▼

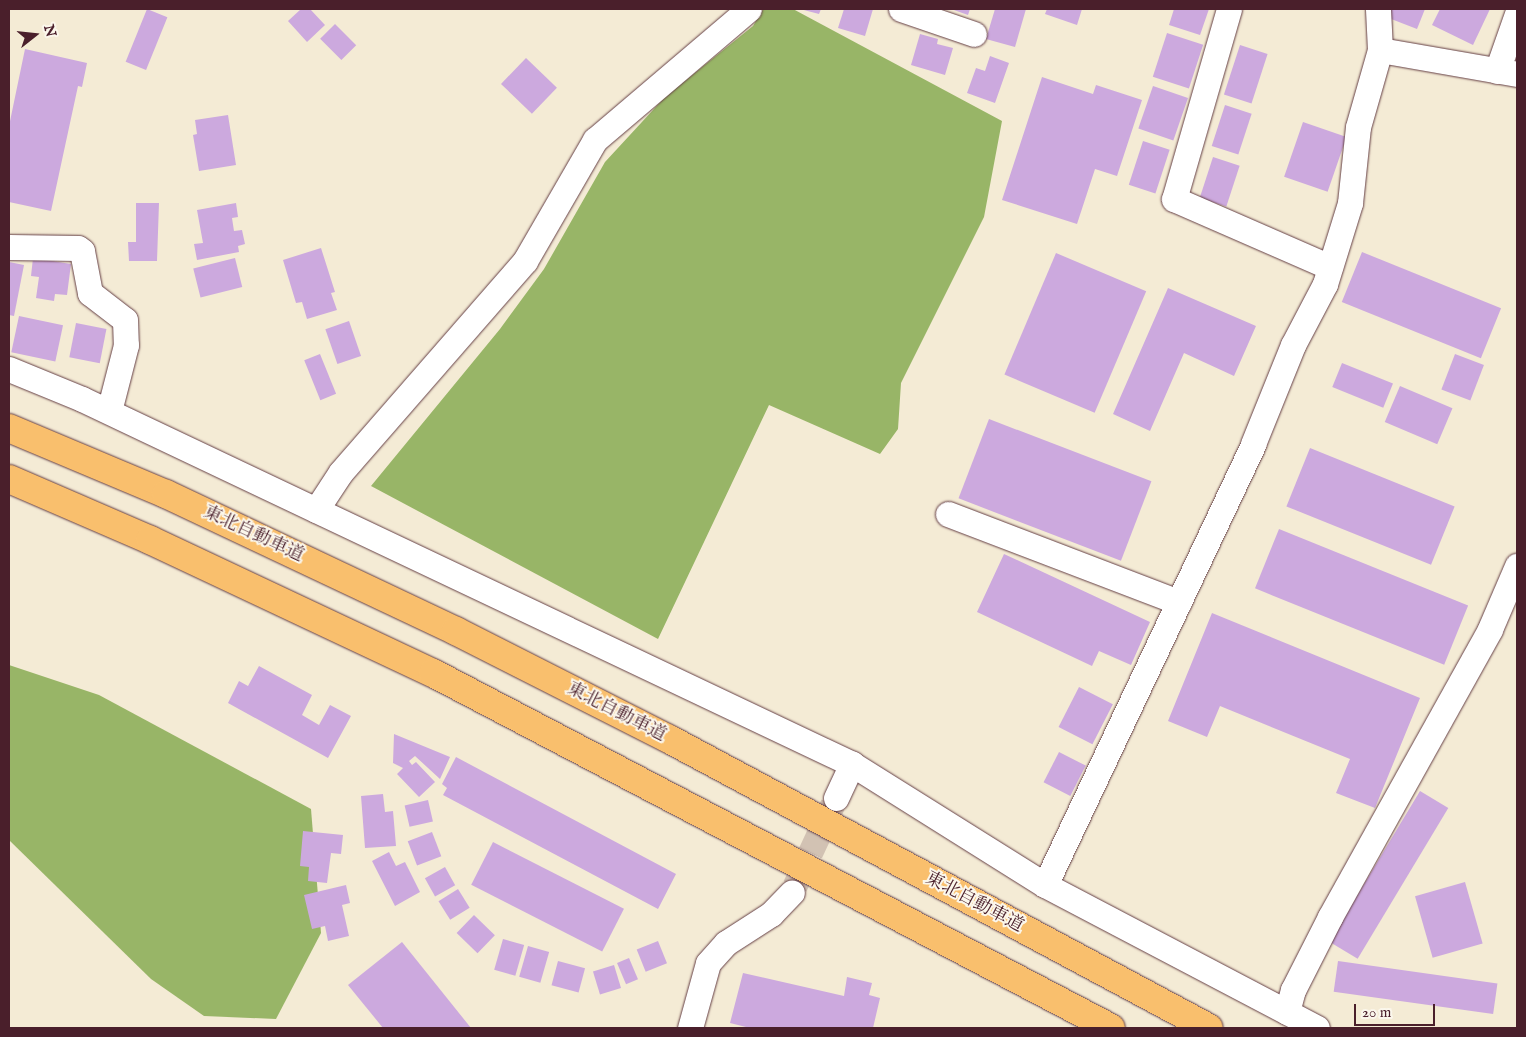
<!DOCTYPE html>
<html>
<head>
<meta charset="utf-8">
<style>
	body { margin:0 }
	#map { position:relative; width:1526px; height:1037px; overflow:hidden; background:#f4ebd5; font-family:"IM FELL English","Noto Serif JP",serif }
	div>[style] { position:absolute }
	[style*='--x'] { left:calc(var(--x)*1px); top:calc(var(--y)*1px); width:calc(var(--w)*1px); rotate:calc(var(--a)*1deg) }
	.forest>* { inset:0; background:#98b567 }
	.building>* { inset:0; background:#cca9de; transform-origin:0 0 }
	.street-tunnel>* { height:25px; margin-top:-12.5px; transform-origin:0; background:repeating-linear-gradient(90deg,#d2c2b3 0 25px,transparent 0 37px) }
	.roads { filter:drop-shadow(0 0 1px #643e44) drop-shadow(0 0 1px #643e44) }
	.street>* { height:25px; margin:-12.5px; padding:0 12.5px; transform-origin:12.5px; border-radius:12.5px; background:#fff }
	.highway>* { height:28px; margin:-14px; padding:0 14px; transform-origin:14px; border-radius:14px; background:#f9bf6d }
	span { translate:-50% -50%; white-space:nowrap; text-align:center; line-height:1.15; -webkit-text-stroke:4px #fbf7ec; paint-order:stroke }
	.street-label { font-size:18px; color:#4a1f2b }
	.frame { position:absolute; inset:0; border:10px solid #4a1f2b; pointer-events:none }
	.north { position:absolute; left:10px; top:10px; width:50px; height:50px; -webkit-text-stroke:4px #fbf7ec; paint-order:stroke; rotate:74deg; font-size:14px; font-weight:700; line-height:20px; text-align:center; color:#4a1f2b }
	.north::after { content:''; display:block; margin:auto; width:18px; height:22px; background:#4a1f2b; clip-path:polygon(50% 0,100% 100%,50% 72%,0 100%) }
	.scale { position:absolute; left:1354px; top:1004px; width:81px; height:22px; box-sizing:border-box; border:2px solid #4a1f2b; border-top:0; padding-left:6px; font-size:15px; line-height:18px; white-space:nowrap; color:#4a1f2b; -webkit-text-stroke:4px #fbf7ec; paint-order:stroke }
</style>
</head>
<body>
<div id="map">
	<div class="forest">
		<div style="clip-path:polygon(763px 9px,793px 9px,1002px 121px,984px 217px,901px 383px,898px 429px,880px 454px,769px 405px,658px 639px,371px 486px,500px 329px,544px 269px,605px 162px,665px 97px,753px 26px)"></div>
		<div style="clip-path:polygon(9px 665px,99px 695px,311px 809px,321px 933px,276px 1019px,204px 1016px,151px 979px,9px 840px)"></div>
	</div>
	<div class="building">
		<div style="left:147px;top:9px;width:22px;height:57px;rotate:22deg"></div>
		<div style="clip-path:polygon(301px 9px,310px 9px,325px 25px,307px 42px,288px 21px)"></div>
		<div style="clip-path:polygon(800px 9px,821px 9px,819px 14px)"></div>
		<div style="clip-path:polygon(844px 9px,873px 9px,865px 36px,838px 28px)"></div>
		<div style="clip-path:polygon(951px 9px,970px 9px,968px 15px)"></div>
		<div style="clip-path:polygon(995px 9px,1026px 9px,1015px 47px,986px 39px)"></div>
		<div style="clip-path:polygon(1047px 9px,1082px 9px,1077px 25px,1045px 14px)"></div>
		<div style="clip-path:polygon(1174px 9px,1209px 9px,1200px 35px,1169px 25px)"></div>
		<div style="clip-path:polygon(1390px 9px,1425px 9px,1417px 29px,1386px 17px)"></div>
		<div style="clip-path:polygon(1440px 9px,1490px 9px,1473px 45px,1432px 25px)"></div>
		<div style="left:335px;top:24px;width:30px;height:21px;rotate:45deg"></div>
		<div style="left:1167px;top:33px;width:38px;height:46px;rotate:18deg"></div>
		<div style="clip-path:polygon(920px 34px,938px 39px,937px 44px,953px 48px,945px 75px,911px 65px)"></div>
		<div style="left:1240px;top:45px;width:29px;height:52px;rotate:18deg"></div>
		<div style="clip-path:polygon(25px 49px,87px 63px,82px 87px,78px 86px,51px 211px,9px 202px,9px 126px)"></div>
		<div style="clip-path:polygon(990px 56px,1009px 63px,995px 103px,967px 93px,976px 68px,985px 71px)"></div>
		<div style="left:526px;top:58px;width:43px;height:36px;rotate:44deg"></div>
		<div style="clip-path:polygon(1042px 77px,1093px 94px,1096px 85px,1142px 100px,1117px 176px,1095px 169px,1077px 224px,1002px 200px)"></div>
		<div style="left:1153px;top:86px;width:37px;height:45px;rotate:19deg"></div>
		<div style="left:1225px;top:105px;width:28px;height:43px;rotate:18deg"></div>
		<div style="clip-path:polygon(228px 115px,236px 165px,199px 171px,193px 135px,197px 134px,195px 120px)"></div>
		<div style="left:1303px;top:122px;width:46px;height:58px;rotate:19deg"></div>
		<div style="left:1143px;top:141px;width:28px;height:46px;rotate:18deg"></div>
		<div style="left:1213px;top:157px;width:28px;height:43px;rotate:18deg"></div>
		<div style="clip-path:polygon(136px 203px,159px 203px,157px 261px,129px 261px,128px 242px,136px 242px)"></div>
		<div style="clip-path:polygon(236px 203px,238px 217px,232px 218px,234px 231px,242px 230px,245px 244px,238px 246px,239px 252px,197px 260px,194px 244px,203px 243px,197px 210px)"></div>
		<div style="clip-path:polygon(321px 248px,335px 292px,331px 293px,337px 310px,307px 319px,302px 302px,296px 303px,283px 260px)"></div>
		<div style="left:1362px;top:252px;width:150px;height:54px;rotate:22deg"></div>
		<div style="left:1056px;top:253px;width:98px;height:132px;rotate:23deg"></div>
		<div style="clip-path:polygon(33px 258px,71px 264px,67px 295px,55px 294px,54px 301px,36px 298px,39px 277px,31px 276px)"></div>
		<div style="left:235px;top:258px;width:30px;height:43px;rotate:76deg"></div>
		<div style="clip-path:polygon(9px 262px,24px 265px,14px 316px,9px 315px)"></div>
		<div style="clip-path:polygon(1168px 288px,1256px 326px,1234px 376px,1184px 353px,1150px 431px,1113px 414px)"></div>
		<div style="left:19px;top:316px;width:45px;height:37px;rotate:12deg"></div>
		<div style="left:349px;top:321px;width:37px;height:25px;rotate:71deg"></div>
		<div style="left:76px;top:323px;width:31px;height:35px;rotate:11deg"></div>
		<div style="left:320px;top:354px;width:43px;height:17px;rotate:68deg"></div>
		<div style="left:1455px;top:354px;width:31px;height:38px;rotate:21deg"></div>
		<div style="left:1342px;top:363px;width:55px;height:26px;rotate:22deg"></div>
		<div style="left:1400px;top:386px;width:57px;height:39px;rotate:23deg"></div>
		<div style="left:989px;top:419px;width:174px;height:85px;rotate:21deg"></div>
		<div style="left:1310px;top:448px;width:156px;height:63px;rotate:22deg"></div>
		<div style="left:1279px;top:529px;width:204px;height:64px;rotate:22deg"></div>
		<div style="clip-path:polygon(1004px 554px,1150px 622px,1131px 665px,1099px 651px,1092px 666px,977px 612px)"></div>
		<div style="clip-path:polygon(1212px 613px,1420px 698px,1375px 808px,1336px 793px,1350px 759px,1220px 706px,1207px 737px,1168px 721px)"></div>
		<div style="clip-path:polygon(259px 666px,312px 695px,302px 715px,319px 725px,330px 705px,351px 716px,328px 758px,228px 703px,239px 681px,248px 686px)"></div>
		<div style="left:1079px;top:687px;width:38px;height:45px;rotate:27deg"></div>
		<div style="clip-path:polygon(394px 734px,450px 757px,440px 779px,415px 756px,409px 761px,412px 765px,416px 762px,435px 782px,419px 797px,397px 774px,403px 768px,393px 763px)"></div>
		<div style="left:1059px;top:752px;width:30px;height:34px;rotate:27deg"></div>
		<div style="clip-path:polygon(456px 757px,676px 874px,658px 909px,443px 795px,447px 788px,442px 784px)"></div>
		<div style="left:1420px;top:791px;width:33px;height:176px;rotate:31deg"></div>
		<div style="clip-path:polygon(383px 794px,385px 812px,393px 811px,396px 846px,365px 848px,361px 796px)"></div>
		<div style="left:428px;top:800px;width:22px;height:24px;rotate:77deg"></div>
		<div style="clip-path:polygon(303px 831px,343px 835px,341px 854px,331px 853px,327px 883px,308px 881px,309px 867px,300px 866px)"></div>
		<div style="left:432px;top:832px;width:26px;height:26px;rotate:69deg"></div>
		<div style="left:493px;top:842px;width:147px;height:48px;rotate:27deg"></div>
		<div style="clip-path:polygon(389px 852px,396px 866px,405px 862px,420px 892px,395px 906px,372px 861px)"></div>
		<div style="left:445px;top:867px;width:21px;height:23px;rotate:61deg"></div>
		<div style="left:1465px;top:882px;width:64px;height:52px;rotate:74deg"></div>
		<div style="clip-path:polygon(346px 885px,350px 903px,342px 905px,349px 936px,328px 941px,325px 926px,312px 929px,304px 895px)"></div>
		<div style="left:458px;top:889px;width:22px;height:23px;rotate:58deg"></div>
		<div style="left:474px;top:915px;width:29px;height:25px;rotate:44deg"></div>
		<div style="left:503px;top:939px;width:22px;height:32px;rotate:16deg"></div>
		<div style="left:658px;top:941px;width:24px;height:23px;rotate:68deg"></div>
		<div style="clip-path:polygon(402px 942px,471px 1028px,383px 1028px,348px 985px)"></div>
		<div style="left:528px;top:946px;width:22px;height:32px;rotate:16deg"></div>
		<div style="left:629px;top:958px;width:23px;height:13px;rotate:67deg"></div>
		<div style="left:558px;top:961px;width:28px;height:25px;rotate:15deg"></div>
		<div style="left:1338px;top:961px;width:161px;height:31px;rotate:8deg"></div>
		<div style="left:614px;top:965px;width:24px;height:22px;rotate:73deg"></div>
		<div style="clip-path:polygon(743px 973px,844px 996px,847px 977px,872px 983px,869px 995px,880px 998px,873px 1028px,750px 1028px,730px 1023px)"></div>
	</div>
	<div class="street-tunnel">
		<div style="--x:795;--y:886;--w:90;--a:-65.1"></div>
	</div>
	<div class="roads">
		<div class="street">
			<div style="--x:901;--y:9;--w:77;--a:18.9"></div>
			<div style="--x:1229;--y:9;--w:198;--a:106.1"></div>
			<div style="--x:1174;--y:199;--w:170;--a:23.6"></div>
			<div style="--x:1380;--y:50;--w:139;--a:9.9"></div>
			<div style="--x:1497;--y:71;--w:60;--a:-70.7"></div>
			<div style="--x:9;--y:247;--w:69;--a:0.8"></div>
			<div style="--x:78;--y:248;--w:5;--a:37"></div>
			<div style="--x:82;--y:251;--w:43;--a:79.2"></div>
			<div style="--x:90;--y:293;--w:44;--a:37.6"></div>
			<div style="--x:125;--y:320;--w:25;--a:88"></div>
			<div style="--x:126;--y:345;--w:68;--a:104.4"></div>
			<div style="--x:9;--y:369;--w:79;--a:22.3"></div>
			<div style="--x:82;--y:399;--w:852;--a:25.36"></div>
			<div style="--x:852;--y:764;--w:228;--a:32.1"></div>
			<div style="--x:1045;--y:885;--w:307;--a:27.7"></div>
			<div style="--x:316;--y:510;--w:45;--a:-56.7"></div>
			<div style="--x:341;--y:472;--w:280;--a:-48.9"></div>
			<div style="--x:525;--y:261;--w:140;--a:-60"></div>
			<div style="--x:595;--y:140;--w:202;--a:-40.4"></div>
			<div style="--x:948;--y:514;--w:247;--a:20.9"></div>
			<div style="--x:836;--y:798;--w:38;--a:-65"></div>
			<div style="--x:1045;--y:885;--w:488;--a:-64.7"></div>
			<div style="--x:1253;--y:444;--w:107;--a:-68"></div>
			<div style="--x:1293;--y:345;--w:69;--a:-62.3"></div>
			<div style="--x:1325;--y:284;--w:85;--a:-72.8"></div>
			<div style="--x:1350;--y:203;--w:76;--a:-84"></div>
			<div style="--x:1358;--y:127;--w:80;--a:-74.1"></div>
			<div style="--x:1380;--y:50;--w:41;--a:-92.8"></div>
			<div style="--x:1287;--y:1012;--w:23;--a:-75"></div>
			<div style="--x:1293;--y:990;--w:82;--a:-63.1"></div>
			<div style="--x:1330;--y:917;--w:329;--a:-60.9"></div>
			<div style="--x:1490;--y:629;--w:69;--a:-66.8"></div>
			<div style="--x:690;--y:1028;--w:67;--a:-74.5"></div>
			<div style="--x:708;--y:963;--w:27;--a:-48"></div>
			<div style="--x:726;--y:943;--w:54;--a:-32.8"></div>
			<div style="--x:771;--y:914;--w:30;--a:-46"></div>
		</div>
		<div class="highway">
			<div style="--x:9;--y:428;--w:170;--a:22.8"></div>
			<div style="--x:166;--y:494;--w:321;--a:25.3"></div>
			<div style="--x:456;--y:631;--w:239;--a:26.9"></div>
			<div style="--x:669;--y:739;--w:612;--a:28.16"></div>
			<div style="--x:9;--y:479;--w:154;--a:23.4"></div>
			<div style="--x:150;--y:540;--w:313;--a:25.2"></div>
			<div style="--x:433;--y:673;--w:765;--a:27.64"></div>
		</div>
	</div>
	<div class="street-label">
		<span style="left:253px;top:535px;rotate:25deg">東北自動車道</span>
		<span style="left:616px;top:713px;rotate:27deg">東北自動車道</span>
		<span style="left:974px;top:903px;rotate:28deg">東北自動車道</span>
	</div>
	<div class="frame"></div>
	<div class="north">N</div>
	<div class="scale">20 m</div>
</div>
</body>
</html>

▲

What is expected: Can the lines from the start of the records through the line with "filter:drop-shadow(0 0 1px" be given again exactly, with the pictures left out?

Expected answer:
<!DOCTYPE html>
<html>
<head>
<meta charset="utf-8">
<style>
	body { margin:0 }
	#map { position:relative; width:1526px; height:1037px; overflow:hidden; background:#f4ebd5; font-family:"IM FELL English","Noto Serif JP",serif }
	div>[style] { position:absolute }
	[style*='--x'] { left:calc(var(--x)*1px); top:calc(var(--y)*1px); width:calc(var(--w)*1px); rotate:calc(var(--a)*1deg) }
	.forest>* { inset:0; background:#98b567 }
	.building>* { inset:0; background:#cca9de; transform-origin:0 0 }
	.street-tunnel>* { height:25px; margin-top:-12.5px; transform-origin:0; background:repeating-linear-gradient(90deg,#d2c2b3 0 25px,transparent 0 37px) }
	.roads { filter:drop-shadow(0 0 1px #643e44) drop-shadow(0 0 1px #643e44) }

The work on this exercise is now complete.